• Exercise details: Only one stretch of the data is wanted: the line containing "function trace(path, color, width, dash)", the line containing "function drawText(font, color, halo, rows, align", and every line between them, copied exactly.

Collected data
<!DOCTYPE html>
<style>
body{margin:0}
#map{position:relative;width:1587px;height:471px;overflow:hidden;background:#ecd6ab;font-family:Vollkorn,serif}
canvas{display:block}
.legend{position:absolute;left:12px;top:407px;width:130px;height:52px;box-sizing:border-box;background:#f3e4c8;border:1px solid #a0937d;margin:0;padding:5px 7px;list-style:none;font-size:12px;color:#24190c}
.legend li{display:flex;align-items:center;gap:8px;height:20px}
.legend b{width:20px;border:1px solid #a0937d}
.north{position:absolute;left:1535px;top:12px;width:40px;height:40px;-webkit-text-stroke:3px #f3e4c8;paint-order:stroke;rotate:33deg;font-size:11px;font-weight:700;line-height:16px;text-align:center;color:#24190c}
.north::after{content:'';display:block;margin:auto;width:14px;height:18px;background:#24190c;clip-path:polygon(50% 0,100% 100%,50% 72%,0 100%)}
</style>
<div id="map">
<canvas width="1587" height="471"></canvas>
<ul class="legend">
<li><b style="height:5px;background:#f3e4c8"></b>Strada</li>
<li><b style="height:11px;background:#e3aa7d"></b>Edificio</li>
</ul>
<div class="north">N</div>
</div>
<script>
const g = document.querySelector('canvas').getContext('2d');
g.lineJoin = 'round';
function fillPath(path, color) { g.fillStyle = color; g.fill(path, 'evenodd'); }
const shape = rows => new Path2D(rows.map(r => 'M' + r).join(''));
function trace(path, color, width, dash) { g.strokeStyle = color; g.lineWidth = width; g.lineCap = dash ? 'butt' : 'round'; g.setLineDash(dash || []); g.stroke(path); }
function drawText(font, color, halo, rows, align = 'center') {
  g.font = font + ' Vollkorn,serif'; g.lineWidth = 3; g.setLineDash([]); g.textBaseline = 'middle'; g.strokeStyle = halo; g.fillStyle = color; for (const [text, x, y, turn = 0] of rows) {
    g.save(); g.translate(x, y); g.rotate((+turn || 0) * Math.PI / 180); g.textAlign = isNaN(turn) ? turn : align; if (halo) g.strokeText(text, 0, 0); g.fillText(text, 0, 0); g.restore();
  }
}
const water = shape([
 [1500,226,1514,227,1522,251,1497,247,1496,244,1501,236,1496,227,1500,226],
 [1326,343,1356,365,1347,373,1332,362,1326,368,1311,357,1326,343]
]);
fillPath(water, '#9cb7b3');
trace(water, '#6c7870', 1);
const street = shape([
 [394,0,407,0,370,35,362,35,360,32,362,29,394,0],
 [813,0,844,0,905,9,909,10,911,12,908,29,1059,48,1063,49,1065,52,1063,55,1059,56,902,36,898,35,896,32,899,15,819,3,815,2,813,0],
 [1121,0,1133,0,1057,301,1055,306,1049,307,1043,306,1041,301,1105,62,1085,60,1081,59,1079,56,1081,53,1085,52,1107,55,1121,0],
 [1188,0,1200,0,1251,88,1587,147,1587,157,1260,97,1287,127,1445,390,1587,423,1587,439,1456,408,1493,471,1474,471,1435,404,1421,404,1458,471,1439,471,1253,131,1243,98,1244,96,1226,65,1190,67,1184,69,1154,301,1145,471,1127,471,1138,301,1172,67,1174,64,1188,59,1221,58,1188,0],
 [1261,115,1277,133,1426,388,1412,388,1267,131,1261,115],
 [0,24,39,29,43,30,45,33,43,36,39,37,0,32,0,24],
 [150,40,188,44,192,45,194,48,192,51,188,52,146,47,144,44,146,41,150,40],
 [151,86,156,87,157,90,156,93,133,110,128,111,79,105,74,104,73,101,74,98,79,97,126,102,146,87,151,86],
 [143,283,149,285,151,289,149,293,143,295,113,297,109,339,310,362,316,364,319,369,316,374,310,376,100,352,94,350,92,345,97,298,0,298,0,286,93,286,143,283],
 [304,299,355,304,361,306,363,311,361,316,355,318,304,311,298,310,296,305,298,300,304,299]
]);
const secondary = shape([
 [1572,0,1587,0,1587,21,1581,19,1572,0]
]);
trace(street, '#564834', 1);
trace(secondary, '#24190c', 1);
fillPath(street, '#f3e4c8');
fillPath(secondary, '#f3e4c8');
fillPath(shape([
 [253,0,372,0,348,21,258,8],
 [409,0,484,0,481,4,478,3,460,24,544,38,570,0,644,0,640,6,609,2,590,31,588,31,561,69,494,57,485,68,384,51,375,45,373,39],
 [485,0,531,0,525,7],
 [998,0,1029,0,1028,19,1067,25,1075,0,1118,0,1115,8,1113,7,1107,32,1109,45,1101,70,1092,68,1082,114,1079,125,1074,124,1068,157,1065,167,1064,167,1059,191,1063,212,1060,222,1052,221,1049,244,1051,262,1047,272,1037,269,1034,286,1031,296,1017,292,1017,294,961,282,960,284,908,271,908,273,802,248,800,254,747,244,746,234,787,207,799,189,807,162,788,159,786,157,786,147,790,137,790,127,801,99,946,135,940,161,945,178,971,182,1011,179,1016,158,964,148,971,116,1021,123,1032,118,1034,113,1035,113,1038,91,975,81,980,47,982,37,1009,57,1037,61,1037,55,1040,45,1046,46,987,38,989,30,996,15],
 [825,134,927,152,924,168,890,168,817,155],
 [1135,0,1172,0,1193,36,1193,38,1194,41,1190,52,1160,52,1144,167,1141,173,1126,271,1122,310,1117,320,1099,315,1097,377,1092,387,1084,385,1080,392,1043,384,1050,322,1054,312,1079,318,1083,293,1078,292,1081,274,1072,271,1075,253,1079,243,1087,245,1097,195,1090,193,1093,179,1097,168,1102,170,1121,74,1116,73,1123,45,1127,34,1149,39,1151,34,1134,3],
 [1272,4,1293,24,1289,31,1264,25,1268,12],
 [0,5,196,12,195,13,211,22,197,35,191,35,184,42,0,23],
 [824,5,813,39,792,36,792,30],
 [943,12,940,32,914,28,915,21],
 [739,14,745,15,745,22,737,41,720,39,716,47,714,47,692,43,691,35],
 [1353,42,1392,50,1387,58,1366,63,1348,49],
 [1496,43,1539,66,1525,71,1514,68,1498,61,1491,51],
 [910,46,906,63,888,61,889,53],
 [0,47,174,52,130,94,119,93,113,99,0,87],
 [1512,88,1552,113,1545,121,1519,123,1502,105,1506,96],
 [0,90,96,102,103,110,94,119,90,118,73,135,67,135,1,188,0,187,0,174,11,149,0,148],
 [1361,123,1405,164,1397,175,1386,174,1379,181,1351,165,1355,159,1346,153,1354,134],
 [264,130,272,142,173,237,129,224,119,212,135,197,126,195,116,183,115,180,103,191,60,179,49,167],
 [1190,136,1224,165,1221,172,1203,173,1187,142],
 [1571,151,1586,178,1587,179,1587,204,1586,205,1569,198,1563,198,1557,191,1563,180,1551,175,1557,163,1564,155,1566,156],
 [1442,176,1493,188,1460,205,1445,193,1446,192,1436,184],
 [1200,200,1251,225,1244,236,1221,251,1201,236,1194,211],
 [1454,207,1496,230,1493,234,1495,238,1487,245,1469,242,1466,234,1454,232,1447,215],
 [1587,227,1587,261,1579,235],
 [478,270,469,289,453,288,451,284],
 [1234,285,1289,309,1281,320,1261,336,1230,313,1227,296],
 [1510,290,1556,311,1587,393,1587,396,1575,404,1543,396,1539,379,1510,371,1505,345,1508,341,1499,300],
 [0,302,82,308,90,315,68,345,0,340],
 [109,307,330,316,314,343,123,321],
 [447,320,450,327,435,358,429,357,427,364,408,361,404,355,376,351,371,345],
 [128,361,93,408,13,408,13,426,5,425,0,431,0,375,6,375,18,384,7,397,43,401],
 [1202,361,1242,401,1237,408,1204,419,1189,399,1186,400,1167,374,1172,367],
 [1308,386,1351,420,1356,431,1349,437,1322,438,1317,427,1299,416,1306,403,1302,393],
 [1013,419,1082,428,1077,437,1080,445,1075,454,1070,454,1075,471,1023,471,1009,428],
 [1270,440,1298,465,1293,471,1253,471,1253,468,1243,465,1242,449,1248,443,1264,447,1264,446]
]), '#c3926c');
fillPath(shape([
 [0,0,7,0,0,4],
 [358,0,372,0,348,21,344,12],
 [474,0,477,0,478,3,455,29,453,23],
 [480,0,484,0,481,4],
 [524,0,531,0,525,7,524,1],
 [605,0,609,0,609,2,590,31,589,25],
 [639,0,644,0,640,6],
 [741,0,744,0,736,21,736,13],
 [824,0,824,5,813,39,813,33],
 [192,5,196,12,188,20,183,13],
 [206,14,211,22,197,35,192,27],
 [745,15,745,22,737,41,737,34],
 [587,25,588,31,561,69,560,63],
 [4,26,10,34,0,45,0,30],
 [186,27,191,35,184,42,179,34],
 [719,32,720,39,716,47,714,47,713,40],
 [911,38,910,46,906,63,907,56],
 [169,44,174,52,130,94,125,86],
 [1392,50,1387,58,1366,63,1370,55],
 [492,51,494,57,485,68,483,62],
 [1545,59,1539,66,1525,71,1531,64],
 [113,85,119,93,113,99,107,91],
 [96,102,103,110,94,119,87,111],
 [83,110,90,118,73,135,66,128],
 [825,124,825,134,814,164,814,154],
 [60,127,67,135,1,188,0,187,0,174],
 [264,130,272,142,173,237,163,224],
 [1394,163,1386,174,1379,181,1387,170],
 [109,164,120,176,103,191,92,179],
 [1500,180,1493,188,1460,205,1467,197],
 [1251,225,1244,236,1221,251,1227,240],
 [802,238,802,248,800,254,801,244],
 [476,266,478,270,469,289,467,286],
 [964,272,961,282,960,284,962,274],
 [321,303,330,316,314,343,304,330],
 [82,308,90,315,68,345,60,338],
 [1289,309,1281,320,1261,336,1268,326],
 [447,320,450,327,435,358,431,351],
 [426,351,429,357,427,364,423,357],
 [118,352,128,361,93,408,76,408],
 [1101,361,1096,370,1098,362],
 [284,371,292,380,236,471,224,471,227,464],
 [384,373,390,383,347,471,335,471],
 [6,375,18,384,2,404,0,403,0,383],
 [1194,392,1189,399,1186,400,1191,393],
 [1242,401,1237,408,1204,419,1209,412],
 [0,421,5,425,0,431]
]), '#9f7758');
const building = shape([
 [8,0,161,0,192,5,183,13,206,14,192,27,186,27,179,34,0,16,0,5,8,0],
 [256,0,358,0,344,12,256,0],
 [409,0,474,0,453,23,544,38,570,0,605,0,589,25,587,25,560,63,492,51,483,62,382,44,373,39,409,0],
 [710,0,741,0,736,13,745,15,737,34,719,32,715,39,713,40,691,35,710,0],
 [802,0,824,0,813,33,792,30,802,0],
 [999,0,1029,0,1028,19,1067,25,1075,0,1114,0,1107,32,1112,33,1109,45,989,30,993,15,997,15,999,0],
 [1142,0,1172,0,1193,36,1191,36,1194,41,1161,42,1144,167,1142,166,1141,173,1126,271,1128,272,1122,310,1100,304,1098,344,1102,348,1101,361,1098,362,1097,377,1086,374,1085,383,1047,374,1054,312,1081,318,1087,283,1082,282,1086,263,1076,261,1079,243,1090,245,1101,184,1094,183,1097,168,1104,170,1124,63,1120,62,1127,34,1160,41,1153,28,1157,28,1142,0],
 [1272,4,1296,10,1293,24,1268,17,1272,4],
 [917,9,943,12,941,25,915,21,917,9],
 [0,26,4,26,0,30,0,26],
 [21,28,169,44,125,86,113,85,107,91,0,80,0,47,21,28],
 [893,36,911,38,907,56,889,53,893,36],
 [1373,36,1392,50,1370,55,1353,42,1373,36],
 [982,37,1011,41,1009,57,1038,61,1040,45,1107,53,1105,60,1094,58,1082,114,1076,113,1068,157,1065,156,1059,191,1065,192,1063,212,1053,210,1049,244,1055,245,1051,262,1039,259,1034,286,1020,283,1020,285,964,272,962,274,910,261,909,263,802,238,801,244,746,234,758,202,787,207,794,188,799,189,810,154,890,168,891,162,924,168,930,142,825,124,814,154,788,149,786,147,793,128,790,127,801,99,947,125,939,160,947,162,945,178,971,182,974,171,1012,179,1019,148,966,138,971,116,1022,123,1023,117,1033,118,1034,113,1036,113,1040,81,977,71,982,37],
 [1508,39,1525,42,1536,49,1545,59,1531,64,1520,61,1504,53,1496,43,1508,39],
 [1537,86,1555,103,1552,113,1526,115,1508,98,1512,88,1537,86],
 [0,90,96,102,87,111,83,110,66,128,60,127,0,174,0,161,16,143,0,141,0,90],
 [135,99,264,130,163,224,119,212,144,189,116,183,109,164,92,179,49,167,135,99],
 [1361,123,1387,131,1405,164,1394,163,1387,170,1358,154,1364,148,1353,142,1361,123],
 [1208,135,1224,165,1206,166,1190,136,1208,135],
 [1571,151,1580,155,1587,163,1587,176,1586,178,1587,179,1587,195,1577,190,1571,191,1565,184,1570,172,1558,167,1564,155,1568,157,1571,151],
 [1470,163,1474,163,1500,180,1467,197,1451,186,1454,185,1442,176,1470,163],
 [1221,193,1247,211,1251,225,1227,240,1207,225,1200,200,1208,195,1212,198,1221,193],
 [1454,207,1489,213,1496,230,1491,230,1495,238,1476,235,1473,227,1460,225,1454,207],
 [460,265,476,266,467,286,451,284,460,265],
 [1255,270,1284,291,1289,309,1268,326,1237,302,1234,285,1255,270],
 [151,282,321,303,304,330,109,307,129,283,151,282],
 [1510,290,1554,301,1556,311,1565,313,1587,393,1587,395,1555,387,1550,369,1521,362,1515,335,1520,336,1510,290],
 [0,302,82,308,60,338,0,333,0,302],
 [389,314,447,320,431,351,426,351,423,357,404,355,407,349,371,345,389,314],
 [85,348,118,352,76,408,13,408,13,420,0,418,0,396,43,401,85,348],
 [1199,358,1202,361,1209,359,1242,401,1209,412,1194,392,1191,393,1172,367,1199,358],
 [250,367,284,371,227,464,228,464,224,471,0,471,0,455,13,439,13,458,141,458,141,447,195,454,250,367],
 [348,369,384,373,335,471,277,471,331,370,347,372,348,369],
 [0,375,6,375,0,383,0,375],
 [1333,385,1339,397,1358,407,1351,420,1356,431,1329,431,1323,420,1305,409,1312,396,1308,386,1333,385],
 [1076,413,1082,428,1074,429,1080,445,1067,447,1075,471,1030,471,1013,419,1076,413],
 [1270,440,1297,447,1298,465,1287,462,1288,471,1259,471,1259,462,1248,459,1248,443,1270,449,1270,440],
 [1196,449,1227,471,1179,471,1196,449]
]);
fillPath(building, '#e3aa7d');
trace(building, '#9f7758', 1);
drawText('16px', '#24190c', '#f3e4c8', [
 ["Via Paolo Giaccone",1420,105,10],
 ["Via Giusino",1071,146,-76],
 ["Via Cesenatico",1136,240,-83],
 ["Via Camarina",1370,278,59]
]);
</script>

• Result of this exercise:
function trace(path, color, width, dash) { g.strokeStyle = color; g.lineWidth = width; g.lineCap = dash ? 'butt' : 'round'; g.setLineDash(dash || []); g.stroke(path); }
function drawText(font, color, halo, rows, align = 'center') {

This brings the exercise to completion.